Personal information
- Born:: September 7, 1979 (age 45) Miami, Florida, U.S.
- Height:: 6 ft 5 in (1.96 m)
- Weight:: 310 lb (141 kg)

Career information
- High school:: Christopher Columbus (Miami)
- College:: Miami (FL)
- NFL draft:: 2002: 7th round, 227th pick

Career history
- Cleveland Browns (2002–2004); Indianapolis Colts (2005);

Career highlights and awards
- BCS national champion (2001); William V. Campbell Trophy (2001); 2× First-team All-American (2000, 2001); First-team All-Big East (2001);

Career NFL statistics
- Games played:: 64
- Games started:: 39
- Stats at Pro Football Reference

= Joaquin Gonzalez (American football) =

American football player (born 1979)

Joaquin Antonio Gonzalez (born September 7, 1979) is an American former professional football player who was an offensive tackle in the National Football League (NFL) for the Cleveland Browns and Indianapolis Colts.
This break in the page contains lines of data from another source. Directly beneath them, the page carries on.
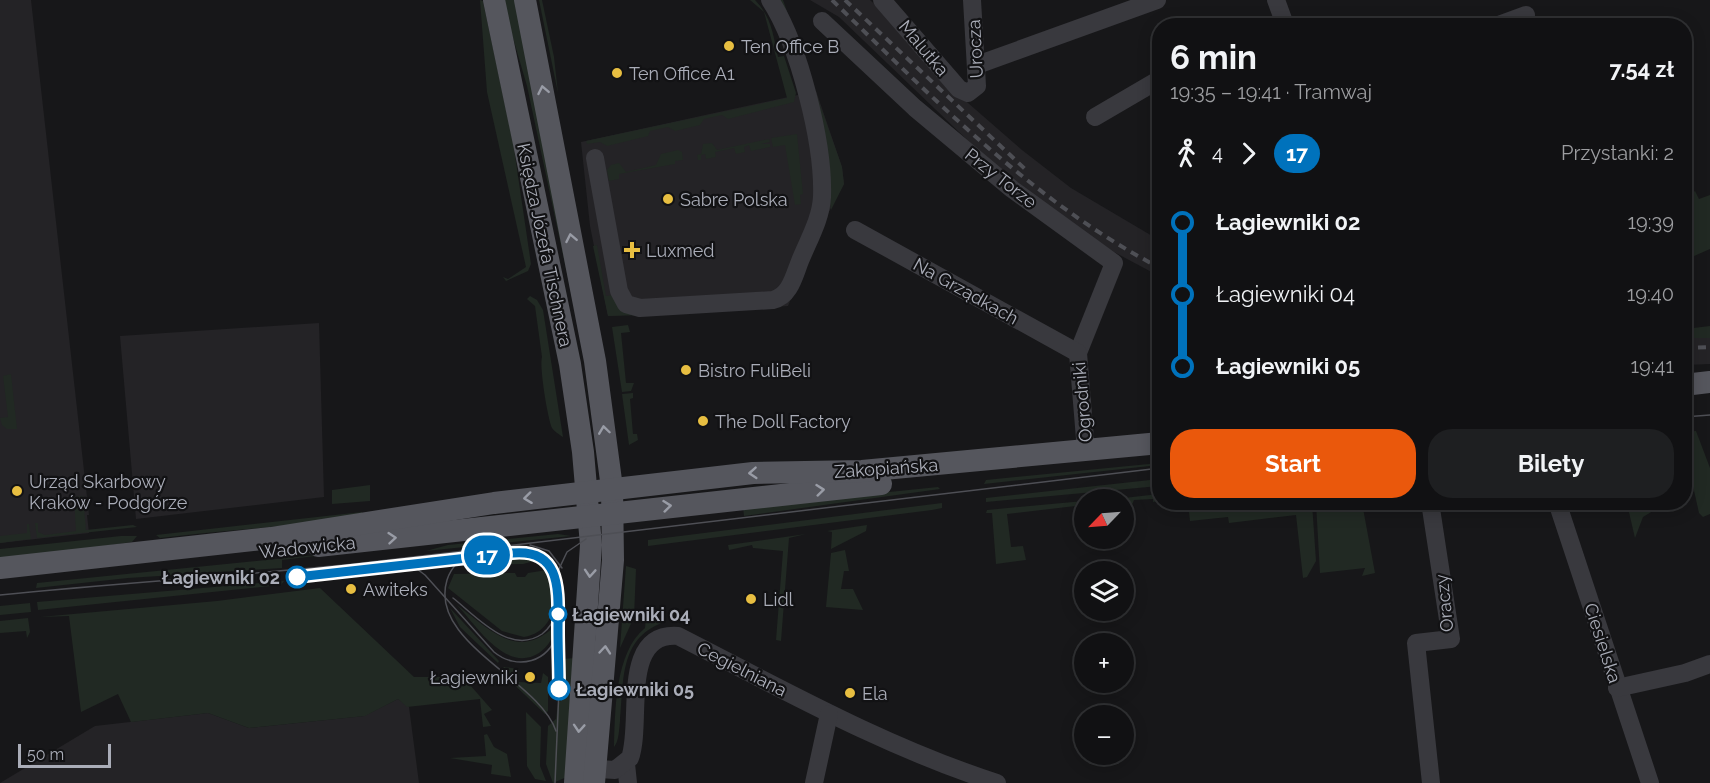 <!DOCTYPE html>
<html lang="pl">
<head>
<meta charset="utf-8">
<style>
  body { margin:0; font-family:Raleway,sans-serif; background:#1e1f21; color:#f1f3f6; height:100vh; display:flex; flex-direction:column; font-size:22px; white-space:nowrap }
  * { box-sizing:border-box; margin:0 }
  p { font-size:20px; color:#9c9da0 }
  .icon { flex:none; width:33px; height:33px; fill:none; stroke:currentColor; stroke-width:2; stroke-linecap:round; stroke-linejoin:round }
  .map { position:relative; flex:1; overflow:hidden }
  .panel { position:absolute; left:1152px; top:18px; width:540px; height:492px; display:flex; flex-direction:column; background:#111113; border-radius:24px; box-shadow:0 3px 15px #0003,0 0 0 2px #303133 }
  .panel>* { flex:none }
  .badge { padding:0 12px; border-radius:20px; font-size:21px; line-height:39px }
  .needle { width:39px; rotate:245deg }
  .fabs { position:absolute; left:1074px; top:489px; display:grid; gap:12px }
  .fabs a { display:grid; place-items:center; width:60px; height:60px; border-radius:50%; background:#111113; box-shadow:0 3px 15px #0003,0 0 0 2px #303133; font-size:30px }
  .scale { position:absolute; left:18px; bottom:15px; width:93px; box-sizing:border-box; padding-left:6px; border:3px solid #aaadb8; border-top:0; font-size:16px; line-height:21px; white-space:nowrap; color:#aaadb8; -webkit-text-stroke:4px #121214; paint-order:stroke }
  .map>.badge { position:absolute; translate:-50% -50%; box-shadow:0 0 0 3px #fff }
  .legs { display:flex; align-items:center; gap:9px; height:66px; padding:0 18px; font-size:20px }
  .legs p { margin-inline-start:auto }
  .head { display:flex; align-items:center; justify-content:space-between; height:102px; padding:0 18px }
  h1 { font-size:33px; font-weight:700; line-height:45px }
  .button { display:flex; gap:12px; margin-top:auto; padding:12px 18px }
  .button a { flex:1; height:69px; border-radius:24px; background:#ea580c; color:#fff; font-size:24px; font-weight:700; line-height:69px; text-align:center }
  .button a+a { background:#1e1f21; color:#f1f3f6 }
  ul { padding:0 18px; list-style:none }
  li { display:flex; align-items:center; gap:21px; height:72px; font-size:22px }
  li i { display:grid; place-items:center; width:9px; height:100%; margin:0 8px; background:currentColor }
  li i::after { content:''; width:15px; height:15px; margin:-8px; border:4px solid; border-radius:50%; background:#111113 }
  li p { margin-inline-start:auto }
  li:first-child i { background:linear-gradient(#0000 50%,currentColor 0) }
  li:last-child i { background:linear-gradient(currentColor 50%,#0000 0) }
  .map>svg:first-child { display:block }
</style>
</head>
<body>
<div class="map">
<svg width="1710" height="783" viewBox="0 0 1710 783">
  <rect width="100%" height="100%" fill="#171719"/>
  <g fill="#242326">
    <polygon points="0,0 31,0 89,515 87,515 89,533 0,543"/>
    <polygon points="810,0 870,0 892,21 952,89 1022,150 1071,188 1159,240 1159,276 1114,252 1065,219 983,155 839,17"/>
    <polygon points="816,91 842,167 844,184 824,221 788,306 608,316 590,226 581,142"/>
    <polygon points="319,323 324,497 136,519 120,336"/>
    <polygon points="1710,334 1710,364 1685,365 1685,335"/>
    <polygon points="398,699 409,707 419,783 0,783 95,726 208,713 249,728 364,716"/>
  </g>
  <g fill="#212923">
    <polygon points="480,0 483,1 513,142 531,264 528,271 506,281 503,277 508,279 526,267 487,92"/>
    <polygon points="502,0 517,0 573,302 527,86"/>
    <polygon points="539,0 542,0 554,57 558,93"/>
    <path d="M750,0H755C772,18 773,35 778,57L784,56L796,93L794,102L728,119L722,115L704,119L700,125L675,131L668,127L650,131L648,136L607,146L600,142L587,144L586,141L787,98L764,12Z"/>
    <polygon points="778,0 783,0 842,167 844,184 831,210 822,133"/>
    <polygon points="797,134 803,194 800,195 801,204 795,205 785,145 773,147 771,138"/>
    <polygon points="769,139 770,142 761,144 770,144 770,147 751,151 749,145 744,147 745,152 736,154 734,148 715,152 716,157 706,159 705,154 701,155 701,160 698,160 697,155 701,154 703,144 712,143 717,150"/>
    <polygon points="678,150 682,152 683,160 675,161 675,164 619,174 619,179 609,181 607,170 611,165 619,163 626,172 656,165 661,154"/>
    <polygon points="1695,191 1699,199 1710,195 1710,249 1685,260 1685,199"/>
    <polygon points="597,245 606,296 613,295 644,315 608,316 593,246"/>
    <path d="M530,296L537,300L543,310L563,437C560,435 554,431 552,428C548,420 539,366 542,357L535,306L527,299Z"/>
    <polygon points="628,325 630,332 621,333 626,383 634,383 631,391 622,392 612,327"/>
    <polygon points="1710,326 1710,338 1685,338 1685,329"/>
    <polygon points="11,374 17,429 7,429 2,425 0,418 8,417 3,376"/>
    <polygon points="633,393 633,398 630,399 633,434 637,434 638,440 629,445 622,394"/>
    <polygon points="1696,431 1710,468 1710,514 1703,517 1699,513 1691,477 1685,477 1685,432"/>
    <polygon points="1159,463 1159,465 984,484 986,480"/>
    <polygon points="1159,479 1159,486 986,502 986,498"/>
    <polygon points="370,485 370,501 332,504 332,490"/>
    <polygon points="938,487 940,489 744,516 743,507"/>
    <polygon points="1159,494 1159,501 1153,502 1153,499 1134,500 1132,505 1124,509 1124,500 1115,499"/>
    <polygon points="83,496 86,530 133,525 137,527 37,538 35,523 38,523 38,532 45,535 76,531 74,497"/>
    <polygon points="1084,501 1084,505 1007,514 1011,547 1023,546 1026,560 996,564 992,513 986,513 987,510"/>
    <polygon points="942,503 942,508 932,510 648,546 648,540"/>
    <polygon points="1188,503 1312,503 1316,561 1307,577 1303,578 1296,515 1229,523 1228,517 1190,521"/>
    <polygon points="1316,503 1362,503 1375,573 1362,576 1365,568 1320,573"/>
    <polygon points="1631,503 1660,503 1661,506 1643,517 1635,538 1628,508"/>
    <path d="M362,512V517C295,526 228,530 160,538L156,535Z"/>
    <polygon points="27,524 29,524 31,539 0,543 0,536 27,533"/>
    <polygon points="867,525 866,531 831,549 832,532 827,531"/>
    <polygon points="558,534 571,536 426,551 448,545"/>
    <polygon points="806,534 789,538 781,641 776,640 783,551 753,548 752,545 729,550 728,545"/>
    <polygon points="121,536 137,536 132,542 0,561 0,549"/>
    <polygon points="366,550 282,560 282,568 128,578 36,588 37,583"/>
    <polygon points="845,550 849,571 844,571 841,589 853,589 863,610 826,607 831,553"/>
    <polygon points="518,555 538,560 523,564 460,565 465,561"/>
    <polygon points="626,566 636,569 634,617 620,648"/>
    <path d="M547,570C560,597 556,631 524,637L502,631L448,588L454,574L515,573L517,577H525L528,573Z"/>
    <polygon points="284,581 281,585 38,610 37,602"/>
    <polygon points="320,588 414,677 453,677 472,683 470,685 492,710 484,714 491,726 483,727 480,699 407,707 398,699 365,716 249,728 208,713 131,722 118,694 81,712 69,616 40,617 217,601"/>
    <polygon points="30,603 31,612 0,615 0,606"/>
    <path d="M457,605C490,629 517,662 555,626C554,637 548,647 539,653C506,674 476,625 457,605Z"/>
    <polygon points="450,608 499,661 498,663 460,627"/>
    <polygon points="28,618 30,632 27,638 26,631 0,633 0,621"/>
    <path d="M646,618L662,623C619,639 624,682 620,721C619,730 619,741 614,747C615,711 615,652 645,628Z"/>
    <polygon points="576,658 569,776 553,783 546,764 548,726 556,719 558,702 561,701 561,659"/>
    <polygon points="504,667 519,669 519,682 541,683 543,673 548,677 548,711 545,714 500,671"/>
    <polygon points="526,712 541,727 540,766 546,781 535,779 527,766"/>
    <polygon points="487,734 494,747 507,754 511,777 491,774 492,765 450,758 486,756 484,735"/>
  </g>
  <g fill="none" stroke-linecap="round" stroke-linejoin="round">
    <g stroke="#39393e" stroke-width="18">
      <polyline points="882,0 959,89 968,93 977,86 972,0"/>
      <polyline points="1276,0 1283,19 1278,26"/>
      <polyline points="822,21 915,108 1012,189 1114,263 1078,353 1086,451"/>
      <polyline points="1496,26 1526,15"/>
      <polyline points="977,65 1157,0"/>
      <polyline points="1095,117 1160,79"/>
      <path d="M595,158L619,291L626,304L640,308L773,300C790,296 794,276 800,261C808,241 821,219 822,197C824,144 799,44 770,0"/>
      <polyline points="855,230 1078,353"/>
      <polyline points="1430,502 1451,639 1416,643 1431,783"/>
      <polyline points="1557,502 1650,783"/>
      <polyline points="1617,688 1685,673 1710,664"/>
      <polyline points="626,764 628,783"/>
      <path d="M583,768L615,770L630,758C643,722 619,632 678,636C782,689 885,747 997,783"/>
      <polyline points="814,783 829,714"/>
    </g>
    <g stroke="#55565d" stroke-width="22">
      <polyline points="494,0 570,364 583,452 591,545 575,783"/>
      <polyline points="525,0 595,361 612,488 613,560 594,783"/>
      <polyline points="1684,385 1710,382"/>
      <polyline points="318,546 881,484"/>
      <polyline points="0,568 271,538 494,503 753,473 862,471 1160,443"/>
    </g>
    <g stroke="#4e4f55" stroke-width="1.5">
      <polyline points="1684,417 1710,415"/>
      <polyline points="530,545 549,551 562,568"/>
      <path d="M475,551C462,556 451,567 447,580C428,642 539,680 556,731"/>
      <path d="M515,552C535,551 552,562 557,582"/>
      <path d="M397,560L413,566L425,575L494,652C517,671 550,662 557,633"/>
      <path d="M0,595C118,583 236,576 354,564L1160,468"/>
      <path d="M453,598C476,616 510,656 542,634C550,628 554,621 557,611"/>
      <polyline points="555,783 559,689 558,571 567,552 586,539"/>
    </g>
    <g stroke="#4e4f55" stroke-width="4" stroke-dasharray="8 6" stroke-linecap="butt">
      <path d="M832,0C934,99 1032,201 1160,268"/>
      <polyline points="845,0 1025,169"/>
      <polyline points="1684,348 1710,347"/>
    </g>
  </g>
  <defs><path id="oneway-chevron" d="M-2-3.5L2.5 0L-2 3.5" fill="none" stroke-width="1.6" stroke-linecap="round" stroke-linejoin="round" transform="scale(1.5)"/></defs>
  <g stroke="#999ca6">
    <use href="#oneway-chevron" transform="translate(543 90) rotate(-101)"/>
    <use href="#oneway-chevron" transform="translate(571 238) rotate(-101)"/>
    <use href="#oneway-chevron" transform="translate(604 430) rotate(-98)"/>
    <use href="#oneway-chevron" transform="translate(753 473) rotate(176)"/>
    <use href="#oneway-chevron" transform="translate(820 490) rotate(-6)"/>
    <use href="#oneway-chevron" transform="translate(528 498) rotate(173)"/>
    <use href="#oneway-chevron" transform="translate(667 506) rotate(-6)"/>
    <use href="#oneway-chevron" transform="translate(392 538) rotate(-5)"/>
    <use href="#oneway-chevron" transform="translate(590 573) rotate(94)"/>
    <use href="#oneway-chevron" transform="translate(605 650) rotate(-85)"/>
    <use href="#oneway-chevron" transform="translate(579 728) rotate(94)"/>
  </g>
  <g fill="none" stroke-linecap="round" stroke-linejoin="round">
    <defs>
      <path id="line-1" d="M297,577L512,553C563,548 558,593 558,629C558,649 559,669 559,689"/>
    </defs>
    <use href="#line-1" stroke="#fff" stroke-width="14"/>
    <use href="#line-1" stroke="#0072bc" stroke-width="9"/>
  </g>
  <g fill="#e7be41" stroke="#121214" stroke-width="2">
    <circle cx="729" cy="46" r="6"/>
    <circle cx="617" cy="73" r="6"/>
    <circle cx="668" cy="199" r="6"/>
    <path d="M629 241h6v6h6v6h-6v6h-6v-6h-6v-6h6z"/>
    <circle cx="686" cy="370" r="6"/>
    <circle cx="703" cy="421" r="6"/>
    <circle cx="17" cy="491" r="6"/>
    <circle cx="351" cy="589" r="6"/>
    <circle cx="751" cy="599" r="6"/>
    <circle cx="530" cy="677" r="6"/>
    <circle cx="850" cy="693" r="6"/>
  </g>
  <g fill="#fff" stroke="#0072bc" stroke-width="3">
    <circle cx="297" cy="577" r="10"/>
    <circle cx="558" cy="614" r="8"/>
    <circle cx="559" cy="689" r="10"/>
  </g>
  <g text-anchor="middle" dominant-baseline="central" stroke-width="4.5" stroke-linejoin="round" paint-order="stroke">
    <g font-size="18" fill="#aaadb8" stroke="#121214" text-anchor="start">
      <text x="741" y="46">Ten Office B</text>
      <text x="629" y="73">Ten Office A1</text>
      <text x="680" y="199">Sabre Polska</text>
      <text x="646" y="250">Luxmed</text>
      <text x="698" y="370">Bistro FuliBeli</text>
      <text x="715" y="421">The Doll Factory</text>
      <text x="29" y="481">Urząd Skarbowy<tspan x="29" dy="21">Kraków - Podgórze</tspan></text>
      <text x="363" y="589">Awiteks</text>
      <text x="763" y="599">Lidl</text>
      <text x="518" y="677" text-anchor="end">Łagiewniki</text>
      <text x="862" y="693">Ela</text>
    </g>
    <g font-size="18" fill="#aaadb8" stroke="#121214">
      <text transform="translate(924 48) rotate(50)">Malutka</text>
      <text transform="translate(975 49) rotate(-93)">Urocza</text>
      <text transform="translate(1001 178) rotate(38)">Przy Torze</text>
      <text transform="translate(545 245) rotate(78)">Księdza Józefa Tischnera</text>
      <text transform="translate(966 291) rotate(29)">Na Grządkach</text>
      <text transform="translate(1082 402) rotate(-95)">Ogrodniki</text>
      <text transform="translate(886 468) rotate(-4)">Zakopiańska</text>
      <text transform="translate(307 547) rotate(-6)">Wadowicka</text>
      <text transform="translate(1444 603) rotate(-96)">Oraczy</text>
      <text transform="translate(1603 643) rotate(72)">Ciesielska</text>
      <text transform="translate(742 669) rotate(27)">Cegielniana</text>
    </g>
    <g font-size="18" font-weight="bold" fill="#aaadb8" stroke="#121214" text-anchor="start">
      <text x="280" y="577" text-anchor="end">Łagiewniki 02</text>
      <text x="572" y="614">Łagiewniki 04</text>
      <text x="576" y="689">Łagiewniki 05</text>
    </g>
  </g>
</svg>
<div class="fabs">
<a><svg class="needle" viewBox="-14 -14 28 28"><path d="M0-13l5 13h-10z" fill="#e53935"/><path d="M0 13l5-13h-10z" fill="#9c9da0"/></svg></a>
<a><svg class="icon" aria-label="layers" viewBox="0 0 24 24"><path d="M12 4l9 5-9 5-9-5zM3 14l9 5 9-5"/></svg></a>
<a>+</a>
<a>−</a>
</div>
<div class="scale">50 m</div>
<b class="badge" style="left:487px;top:555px;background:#0072bc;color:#fff">17</b>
<section class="panel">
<div class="head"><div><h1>6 min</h1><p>19:35 – 19:41 · Tramwaj</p></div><b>7.54 zł</b></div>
<div class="legs"><svg class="icon" aria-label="walk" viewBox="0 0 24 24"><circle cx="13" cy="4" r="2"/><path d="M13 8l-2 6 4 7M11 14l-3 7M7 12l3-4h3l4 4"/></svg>4<svg class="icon" aria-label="forward" viewBox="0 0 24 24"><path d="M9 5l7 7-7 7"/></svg><b class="badge" style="background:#0072bc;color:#fff">17</b><p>Przystanki: 2</p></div>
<ul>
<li><i style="color:#0072bc"></i><b>Łagiewniki 02</b><p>19:39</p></li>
<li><i style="color:#0072bc"></i><span>Łagiewniki 04</span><p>19:40</p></li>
<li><i style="color:#0072bc"></i><b>Łagiewniki 05</b><p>19:41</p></li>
</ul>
<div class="button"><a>Start</a><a>Bilety</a></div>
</section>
</div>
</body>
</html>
He played college football for the Miami Hurricanes and was selected in the seventh round of the 2002 NFL draft.

==Early life==
Gonzalez attended Columbus High School in Miami, Florida, and was a student, a letterman in football and track and field, and as a senior, he was also named Columbus' Student Athlete of the Year and was a recipient of the President's Education Award. In football, as a senior, he was named as his team's Most Valuable Offensive Lineman and was an Honorable Mention All-Dade County selection. Gonzalez graduated from Columbus High School in 1997.

==College career==
In college, Gonzalez played alongside Bryant McKinnie on the offensive line, protecting quarterback Ken Dorsey during the Miami Hurricanes' national championship season in 2001. Gonzalez was named first-team All-American in 2000 and 2001.